§ What needs to be done:
Go through the data and retrieve each line that includes the string "pixel".

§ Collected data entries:
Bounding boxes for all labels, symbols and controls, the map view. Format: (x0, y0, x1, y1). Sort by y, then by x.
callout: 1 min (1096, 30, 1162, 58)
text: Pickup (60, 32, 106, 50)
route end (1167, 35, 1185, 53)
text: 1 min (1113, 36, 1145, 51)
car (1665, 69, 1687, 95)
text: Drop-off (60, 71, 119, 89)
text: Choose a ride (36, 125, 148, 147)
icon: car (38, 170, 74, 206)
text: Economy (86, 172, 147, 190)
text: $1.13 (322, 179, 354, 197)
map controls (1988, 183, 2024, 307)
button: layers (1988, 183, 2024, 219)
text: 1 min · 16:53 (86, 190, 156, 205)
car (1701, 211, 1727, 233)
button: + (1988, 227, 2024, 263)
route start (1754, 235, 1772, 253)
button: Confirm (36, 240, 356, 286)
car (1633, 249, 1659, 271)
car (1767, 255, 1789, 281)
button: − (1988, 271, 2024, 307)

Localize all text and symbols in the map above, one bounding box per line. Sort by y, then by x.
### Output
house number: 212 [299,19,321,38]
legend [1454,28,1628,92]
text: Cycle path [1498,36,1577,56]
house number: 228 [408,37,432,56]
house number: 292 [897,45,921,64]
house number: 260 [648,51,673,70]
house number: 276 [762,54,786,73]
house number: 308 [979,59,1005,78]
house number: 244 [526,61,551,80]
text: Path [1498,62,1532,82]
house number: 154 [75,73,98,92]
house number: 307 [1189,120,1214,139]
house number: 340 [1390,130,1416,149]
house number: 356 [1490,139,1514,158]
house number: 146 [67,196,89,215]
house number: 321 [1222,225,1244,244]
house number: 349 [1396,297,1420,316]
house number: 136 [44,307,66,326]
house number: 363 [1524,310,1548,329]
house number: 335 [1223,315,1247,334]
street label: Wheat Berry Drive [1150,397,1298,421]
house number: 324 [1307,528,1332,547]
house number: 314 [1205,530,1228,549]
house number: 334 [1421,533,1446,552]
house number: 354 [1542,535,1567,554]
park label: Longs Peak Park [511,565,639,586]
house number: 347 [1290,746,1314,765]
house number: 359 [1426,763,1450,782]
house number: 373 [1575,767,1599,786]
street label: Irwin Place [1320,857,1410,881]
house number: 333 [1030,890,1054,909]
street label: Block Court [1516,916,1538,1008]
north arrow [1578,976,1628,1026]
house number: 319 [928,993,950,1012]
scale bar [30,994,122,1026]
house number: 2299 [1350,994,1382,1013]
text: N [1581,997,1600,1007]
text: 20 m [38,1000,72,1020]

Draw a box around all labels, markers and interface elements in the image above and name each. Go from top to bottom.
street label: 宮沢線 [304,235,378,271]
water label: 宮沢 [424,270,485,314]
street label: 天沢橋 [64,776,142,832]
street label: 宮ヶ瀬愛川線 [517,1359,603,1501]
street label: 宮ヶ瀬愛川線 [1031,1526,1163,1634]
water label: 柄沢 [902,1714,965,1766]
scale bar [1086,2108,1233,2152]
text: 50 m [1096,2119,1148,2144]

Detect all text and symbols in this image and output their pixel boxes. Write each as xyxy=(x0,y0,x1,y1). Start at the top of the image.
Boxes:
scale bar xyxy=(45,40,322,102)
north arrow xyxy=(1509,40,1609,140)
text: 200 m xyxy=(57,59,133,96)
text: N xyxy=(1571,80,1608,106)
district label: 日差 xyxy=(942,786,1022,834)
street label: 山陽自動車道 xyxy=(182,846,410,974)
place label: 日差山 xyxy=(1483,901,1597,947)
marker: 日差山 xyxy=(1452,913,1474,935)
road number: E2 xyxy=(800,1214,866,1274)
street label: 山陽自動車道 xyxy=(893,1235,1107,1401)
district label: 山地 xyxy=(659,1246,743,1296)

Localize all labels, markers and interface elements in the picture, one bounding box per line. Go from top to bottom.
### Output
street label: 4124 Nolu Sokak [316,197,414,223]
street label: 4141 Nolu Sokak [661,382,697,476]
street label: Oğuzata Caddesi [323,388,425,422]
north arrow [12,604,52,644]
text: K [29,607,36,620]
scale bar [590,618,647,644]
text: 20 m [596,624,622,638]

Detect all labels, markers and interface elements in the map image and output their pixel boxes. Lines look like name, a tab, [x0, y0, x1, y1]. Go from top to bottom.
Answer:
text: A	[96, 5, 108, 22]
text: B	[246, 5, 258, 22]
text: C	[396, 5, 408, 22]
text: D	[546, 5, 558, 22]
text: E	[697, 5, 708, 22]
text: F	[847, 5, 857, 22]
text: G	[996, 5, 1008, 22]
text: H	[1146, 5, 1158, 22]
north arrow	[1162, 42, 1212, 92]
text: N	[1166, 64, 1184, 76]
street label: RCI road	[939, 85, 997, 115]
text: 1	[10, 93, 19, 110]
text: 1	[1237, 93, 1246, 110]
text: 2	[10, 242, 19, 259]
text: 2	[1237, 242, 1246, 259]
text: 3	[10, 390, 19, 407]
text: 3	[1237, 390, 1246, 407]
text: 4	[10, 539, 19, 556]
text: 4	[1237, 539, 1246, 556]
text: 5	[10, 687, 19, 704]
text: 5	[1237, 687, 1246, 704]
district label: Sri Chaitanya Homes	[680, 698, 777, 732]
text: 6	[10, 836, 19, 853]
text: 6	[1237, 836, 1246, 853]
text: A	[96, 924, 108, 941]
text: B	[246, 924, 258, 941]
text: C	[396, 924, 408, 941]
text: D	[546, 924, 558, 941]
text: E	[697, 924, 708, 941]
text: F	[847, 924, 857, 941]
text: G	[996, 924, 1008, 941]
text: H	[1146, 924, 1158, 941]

§ Answer area:
Detect all text and symbols in this image and output their pixel boxes. Write each as xyxy=(x0,y0,x1,y1). Start at the top of the image.
Detect all labels, markers and interface elements in the map image and output their pixel boxes. Lines look like name, a tab, [x0, y0, x1, y1]. Go from top to bottom.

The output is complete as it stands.